### Aim of the exercise:
The word "blocks" marks the lines to copy; find all of them in the entries below.

### Items from a data source:
========================================================================
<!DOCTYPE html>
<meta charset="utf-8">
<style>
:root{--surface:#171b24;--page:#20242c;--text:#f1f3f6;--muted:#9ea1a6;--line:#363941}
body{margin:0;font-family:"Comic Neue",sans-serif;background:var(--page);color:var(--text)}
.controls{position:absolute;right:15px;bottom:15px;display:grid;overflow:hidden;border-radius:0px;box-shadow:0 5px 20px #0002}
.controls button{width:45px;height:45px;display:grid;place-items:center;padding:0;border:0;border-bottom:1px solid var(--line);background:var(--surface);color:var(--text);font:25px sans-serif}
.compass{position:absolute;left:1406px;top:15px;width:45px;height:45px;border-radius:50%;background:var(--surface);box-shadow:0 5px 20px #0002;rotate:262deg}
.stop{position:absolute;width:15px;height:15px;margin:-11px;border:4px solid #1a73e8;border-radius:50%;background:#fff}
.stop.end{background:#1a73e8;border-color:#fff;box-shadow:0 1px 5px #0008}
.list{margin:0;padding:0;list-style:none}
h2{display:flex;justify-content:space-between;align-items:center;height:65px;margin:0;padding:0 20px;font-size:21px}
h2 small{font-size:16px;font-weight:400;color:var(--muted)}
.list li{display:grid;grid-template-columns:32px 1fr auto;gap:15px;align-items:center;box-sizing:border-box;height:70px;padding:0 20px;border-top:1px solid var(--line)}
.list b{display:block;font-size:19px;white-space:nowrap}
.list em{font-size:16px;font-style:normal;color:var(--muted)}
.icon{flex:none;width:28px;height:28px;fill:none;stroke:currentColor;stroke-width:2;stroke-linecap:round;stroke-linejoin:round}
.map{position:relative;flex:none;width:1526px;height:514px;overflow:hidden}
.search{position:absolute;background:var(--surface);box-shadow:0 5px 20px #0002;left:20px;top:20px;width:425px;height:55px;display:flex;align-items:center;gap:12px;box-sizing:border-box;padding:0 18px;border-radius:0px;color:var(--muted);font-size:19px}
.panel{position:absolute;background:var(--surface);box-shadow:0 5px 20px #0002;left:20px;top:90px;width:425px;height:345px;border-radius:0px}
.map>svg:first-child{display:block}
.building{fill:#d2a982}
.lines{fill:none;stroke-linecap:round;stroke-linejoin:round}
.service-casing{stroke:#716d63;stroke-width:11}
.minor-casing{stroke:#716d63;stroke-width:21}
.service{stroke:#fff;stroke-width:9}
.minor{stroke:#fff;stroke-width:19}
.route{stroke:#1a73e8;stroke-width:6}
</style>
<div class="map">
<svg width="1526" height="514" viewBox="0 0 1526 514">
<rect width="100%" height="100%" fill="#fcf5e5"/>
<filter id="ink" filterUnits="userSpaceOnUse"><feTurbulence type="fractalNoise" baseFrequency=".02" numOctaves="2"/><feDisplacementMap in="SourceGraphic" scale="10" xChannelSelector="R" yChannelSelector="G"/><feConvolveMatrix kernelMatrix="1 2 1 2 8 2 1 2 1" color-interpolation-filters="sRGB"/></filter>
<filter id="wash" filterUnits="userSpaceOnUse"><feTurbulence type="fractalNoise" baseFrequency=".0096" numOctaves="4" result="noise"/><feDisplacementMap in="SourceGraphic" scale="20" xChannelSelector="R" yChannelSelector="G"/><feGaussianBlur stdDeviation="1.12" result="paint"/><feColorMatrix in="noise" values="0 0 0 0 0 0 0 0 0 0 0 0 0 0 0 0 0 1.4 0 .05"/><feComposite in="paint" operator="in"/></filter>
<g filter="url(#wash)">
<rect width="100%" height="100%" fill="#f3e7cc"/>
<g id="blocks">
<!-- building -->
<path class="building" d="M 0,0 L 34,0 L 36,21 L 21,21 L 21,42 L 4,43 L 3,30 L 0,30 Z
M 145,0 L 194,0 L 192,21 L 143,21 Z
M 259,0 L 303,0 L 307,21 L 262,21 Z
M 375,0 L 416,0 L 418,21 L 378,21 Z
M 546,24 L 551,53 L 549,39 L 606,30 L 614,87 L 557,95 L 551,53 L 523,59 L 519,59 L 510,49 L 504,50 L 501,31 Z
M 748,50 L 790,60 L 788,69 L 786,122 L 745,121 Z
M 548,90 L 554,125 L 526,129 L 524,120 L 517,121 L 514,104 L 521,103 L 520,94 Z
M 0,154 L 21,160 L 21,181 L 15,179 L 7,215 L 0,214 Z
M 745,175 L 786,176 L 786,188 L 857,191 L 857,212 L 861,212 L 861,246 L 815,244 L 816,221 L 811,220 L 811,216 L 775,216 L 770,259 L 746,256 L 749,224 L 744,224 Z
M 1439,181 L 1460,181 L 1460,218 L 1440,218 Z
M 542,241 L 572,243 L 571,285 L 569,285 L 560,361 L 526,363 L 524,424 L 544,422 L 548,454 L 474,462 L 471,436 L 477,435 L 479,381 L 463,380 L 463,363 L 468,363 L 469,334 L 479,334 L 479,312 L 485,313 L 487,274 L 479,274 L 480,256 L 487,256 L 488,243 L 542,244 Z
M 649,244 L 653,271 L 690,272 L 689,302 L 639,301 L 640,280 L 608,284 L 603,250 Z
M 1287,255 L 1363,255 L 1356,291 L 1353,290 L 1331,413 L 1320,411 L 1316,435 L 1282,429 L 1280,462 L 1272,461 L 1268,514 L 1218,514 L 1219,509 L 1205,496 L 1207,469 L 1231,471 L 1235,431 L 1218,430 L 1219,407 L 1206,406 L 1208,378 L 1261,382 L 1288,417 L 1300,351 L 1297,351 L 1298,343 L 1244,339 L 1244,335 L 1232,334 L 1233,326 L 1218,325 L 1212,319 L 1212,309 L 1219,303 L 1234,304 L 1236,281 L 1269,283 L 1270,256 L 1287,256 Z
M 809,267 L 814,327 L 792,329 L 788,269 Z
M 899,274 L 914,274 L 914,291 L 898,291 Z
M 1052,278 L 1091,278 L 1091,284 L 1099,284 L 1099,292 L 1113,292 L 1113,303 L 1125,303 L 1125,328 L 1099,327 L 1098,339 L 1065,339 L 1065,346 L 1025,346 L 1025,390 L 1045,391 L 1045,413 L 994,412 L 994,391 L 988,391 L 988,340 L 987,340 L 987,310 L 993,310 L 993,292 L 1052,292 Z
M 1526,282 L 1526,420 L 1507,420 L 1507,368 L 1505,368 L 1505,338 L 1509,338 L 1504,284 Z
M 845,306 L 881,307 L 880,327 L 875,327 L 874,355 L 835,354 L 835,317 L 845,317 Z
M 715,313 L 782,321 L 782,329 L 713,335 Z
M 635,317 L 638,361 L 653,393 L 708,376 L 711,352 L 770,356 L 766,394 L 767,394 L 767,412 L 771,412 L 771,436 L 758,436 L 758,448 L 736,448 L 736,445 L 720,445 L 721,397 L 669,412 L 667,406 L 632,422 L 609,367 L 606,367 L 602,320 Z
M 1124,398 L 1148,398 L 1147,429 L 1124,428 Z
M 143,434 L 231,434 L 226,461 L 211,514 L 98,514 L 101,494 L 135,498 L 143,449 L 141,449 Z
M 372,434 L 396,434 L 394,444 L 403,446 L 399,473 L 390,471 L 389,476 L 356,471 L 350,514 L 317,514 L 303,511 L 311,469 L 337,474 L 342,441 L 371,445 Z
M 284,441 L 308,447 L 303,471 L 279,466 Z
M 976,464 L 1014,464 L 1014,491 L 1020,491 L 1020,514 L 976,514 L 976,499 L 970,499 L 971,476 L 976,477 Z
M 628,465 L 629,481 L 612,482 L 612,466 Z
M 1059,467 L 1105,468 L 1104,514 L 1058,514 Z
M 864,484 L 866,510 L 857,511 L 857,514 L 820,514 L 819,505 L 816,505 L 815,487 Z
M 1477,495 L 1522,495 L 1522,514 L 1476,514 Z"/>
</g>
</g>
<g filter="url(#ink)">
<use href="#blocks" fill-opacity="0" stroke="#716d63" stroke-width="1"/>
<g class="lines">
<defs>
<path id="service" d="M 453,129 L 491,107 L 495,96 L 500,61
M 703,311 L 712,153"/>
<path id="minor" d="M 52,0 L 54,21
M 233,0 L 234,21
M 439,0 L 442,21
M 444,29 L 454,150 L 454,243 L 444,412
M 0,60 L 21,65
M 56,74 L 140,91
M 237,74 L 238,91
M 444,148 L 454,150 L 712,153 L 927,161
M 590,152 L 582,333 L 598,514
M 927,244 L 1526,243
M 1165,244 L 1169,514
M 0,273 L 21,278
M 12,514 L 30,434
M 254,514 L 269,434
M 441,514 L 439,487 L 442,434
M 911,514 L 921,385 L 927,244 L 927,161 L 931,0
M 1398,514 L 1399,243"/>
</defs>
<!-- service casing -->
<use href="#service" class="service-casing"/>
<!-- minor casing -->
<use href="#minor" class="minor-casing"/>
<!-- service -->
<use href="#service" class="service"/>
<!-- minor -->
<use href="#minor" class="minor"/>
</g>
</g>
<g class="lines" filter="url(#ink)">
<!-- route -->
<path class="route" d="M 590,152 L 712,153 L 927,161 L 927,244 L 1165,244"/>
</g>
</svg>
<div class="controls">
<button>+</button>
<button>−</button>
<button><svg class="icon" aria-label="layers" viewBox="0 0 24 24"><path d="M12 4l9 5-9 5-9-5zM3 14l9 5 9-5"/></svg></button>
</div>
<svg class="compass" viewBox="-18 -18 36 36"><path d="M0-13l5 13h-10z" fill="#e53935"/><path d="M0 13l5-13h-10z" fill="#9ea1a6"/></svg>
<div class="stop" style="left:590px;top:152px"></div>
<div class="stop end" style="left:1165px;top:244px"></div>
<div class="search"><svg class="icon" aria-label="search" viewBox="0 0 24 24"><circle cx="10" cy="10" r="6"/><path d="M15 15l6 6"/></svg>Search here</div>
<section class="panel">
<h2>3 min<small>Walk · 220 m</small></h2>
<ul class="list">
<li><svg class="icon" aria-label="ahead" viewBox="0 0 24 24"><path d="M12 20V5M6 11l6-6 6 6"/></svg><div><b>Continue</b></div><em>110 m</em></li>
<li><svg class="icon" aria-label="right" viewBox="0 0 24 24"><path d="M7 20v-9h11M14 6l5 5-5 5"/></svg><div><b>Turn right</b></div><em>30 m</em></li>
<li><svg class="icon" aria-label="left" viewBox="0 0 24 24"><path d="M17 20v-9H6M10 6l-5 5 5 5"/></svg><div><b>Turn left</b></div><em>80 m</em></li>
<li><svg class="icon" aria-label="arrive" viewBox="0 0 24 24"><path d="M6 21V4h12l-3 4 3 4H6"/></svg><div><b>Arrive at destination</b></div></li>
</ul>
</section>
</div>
========================================================================
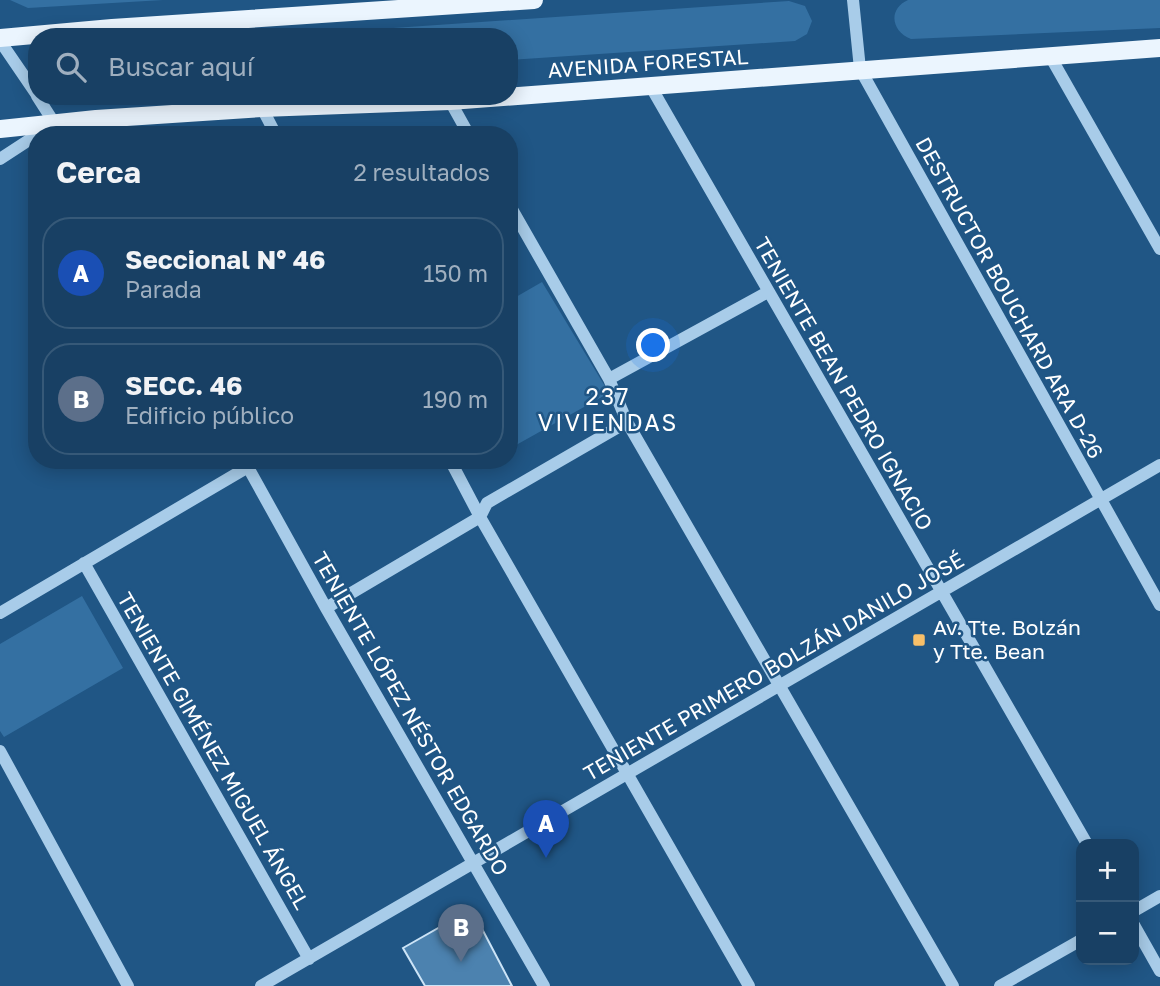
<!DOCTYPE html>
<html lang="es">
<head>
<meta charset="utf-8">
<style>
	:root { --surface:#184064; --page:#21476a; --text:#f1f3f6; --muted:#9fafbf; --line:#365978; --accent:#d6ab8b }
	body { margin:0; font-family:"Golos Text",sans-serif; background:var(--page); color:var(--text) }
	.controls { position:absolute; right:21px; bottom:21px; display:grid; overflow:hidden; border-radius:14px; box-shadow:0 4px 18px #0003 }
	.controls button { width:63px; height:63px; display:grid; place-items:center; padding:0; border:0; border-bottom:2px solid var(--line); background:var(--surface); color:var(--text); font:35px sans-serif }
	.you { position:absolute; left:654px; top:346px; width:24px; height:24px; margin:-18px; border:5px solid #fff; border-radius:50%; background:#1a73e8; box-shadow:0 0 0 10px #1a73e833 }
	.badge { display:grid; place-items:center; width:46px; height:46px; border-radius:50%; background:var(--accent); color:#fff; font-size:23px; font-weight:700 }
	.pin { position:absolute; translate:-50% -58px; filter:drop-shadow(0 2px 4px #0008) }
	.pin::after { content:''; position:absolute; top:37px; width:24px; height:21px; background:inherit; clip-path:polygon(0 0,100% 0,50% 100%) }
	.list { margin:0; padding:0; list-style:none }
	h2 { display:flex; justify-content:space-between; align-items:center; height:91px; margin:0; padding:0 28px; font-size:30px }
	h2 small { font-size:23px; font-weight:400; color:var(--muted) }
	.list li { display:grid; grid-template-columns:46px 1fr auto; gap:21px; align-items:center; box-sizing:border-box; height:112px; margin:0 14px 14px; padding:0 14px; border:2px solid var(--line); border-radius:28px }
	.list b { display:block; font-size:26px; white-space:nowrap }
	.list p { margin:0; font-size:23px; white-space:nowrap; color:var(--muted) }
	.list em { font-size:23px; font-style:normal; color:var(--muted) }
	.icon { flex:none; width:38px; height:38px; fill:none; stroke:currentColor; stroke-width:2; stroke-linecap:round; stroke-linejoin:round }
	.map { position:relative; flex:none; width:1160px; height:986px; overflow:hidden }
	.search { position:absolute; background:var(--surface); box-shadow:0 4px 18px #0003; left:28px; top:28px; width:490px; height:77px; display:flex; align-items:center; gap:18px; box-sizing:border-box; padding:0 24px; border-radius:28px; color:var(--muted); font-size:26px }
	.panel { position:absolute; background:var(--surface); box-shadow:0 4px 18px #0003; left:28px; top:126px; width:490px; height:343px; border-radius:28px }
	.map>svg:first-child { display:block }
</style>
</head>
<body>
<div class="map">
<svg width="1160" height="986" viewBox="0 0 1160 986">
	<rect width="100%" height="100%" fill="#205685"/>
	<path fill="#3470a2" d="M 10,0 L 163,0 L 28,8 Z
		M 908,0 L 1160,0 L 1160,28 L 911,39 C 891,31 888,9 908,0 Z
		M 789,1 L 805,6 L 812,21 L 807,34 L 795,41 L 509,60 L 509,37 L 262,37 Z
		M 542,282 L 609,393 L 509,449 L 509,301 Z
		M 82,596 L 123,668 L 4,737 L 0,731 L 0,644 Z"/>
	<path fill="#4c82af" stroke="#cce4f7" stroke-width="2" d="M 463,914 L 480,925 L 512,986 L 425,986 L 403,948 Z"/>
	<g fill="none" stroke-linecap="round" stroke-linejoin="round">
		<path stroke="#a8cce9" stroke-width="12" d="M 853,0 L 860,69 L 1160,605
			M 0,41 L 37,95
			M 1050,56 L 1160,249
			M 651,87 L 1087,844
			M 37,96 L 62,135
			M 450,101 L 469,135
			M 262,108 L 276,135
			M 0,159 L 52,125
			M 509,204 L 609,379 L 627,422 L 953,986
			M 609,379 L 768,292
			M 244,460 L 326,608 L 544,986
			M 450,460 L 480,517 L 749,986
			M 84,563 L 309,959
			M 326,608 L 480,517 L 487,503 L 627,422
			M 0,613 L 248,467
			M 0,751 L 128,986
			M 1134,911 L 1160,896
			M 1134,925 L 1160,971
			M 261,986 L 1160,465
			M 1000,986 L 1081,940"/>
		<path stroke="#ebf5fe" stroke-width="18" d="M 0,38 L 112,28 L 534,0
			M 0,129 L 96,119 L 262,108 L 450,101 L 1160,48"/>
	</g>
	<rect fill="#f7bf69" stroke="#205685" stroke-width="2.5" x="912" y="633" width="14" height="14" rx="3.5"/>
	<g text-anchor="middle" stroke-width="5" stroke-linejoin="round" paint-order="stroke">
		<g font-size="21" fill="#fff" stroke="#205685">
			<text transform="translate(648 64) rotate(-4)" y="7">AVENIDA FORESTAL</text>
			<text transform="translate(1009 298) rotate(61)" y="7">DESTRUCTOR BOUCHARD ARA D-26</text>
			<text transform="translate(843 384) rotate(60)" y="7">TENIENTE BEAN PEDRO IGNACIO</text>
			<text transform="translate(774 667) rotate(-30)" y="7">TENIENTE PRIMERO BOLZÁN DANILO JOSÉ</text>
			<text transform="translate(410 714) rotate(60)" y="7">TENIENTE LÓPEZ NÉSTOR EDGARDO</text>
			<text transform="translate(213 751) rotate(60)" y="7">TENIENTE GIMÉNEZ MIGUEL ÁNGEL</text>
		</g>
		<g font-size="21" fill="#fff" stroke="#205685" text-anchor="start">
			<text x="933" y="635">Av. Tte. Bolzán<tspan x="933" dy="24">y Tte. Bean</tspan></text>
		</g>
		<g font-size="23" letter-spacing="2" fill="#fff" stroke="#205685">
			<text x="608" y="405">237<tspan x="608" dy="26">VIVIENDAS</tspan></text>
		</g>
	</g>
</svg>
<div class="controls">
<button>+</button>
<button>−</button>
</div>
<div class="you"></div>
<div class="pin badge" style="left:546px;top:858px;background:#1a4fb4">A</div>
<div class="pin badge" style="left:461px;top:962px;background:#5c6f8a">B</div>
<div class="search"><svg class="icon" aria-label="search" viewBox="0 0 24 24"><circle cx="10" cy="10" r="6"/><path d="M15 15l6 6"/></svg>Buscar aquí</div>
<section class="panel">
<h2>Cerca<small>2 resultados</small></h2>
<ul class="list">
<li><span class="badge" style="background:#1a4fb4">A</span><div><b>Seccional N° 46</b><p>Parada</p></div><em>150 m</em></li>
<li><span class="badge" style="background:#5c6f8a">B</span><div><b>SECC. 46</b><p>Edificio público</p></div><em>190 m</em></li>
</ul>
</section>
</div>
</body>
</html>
========================================================================
### Answer space:
<g id="blocks">
<use href="#blocks" fill-opacity="0" stroke="#716d63" stroke-width="1"/>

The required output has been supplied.